## Aim of the task
The required output is the line with "Transcribe the names" through the final line of the entries, each one exactly as it stands.

(Stored data entries)
+++
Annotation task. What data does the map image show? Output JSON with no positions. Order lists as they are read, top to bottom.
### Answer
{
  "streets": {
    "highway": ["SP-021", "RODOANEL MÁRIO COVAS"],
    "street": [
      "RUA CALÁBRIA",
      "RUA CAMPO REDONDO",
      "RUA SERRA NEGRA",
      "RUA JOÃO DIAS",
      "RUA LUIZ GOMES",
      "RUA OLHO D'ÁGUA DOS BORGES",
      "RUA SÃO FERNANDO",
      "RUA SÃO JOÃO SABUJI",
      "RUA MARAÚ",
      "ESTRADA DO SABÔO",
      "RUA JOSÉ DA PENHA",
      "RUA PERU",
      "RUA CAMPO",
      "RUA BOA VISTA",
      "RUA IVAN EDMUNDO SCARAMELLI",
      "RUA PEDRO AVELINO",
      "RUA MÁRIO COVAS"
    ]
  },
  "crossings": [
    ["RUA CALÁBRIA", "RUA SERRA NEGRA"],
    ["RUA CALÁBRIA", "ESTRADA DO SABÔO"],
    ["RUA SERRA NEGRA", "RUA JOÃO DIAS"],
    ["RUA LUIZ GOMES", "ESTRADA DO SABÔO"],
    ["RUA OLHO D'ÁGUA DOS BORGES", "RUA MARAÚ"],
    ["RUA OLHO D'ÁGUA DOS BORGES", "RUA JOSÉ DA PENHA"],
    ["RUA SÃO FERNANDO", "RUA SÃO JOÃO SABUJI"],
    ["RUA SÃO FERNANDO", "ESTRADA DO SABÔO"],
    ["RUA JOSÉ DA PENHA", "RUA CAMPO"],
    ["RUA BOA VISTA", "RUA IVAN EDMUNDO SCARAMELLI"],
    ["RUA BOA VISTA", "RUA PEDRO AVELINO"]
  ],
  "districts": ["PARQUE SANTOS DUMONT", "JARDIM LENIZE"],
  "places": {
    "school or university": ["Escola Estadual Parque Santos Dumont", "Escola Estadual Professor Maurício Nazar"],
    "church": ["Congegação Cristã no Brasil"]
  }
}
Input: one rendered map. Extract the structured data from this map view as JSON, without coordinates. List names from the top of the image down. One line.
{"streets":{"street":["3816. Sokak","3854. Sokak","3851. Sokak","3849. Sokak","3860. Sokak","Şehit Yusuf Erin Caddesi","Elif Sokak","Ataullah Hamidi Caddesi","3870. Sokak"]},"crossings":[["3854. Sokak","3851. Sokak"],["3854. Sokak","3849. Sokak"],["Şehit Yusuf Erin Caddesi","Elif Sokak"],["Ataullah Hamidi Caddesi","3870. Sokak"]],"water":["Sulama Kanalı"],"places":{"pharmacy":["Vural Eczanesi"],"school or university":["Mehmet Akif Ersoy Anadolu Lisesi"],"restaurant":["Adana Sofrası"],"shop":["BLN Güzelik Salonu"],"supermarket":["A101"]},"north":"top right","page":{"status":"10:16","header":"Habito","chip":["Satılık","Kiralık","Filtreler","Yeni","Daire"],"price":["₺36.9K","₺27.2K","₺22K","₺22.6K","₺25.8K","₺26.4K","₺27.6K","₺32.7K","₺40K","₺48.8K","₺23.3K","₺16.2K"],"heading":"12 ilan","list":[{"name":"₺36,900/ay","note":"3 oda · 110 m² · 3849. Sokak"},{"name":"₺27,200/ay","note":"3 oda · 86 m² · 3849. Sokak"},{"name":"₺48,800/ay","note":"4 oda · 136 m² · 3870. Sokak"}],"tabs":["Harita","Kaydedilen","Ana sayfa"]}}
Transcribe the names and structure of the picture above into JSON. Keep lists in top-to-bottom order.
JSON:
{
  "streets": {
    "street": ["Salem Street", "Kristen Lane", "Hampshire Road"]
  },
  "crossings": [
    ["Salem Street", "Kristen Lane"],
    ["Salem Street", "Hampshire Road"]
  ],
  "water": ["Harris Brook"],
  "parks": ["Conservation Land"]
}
+++
## Solution to this task
Transcribe the names and structure of the picture above into JSON. Keep lists in top-to-bottom order.
JSON:
{
  "streets": {
    "street": ["Salem Street", "Kristen Lane", "Hampshire Road"]
  },
  "crossings": [
    ["Salem Street", "Kristen Lane"],
    ["Salem Street", "Hampshire Road"]
  ],
  "water": ["Harris Brook"],
  "parks": ["Conservation Land"]
}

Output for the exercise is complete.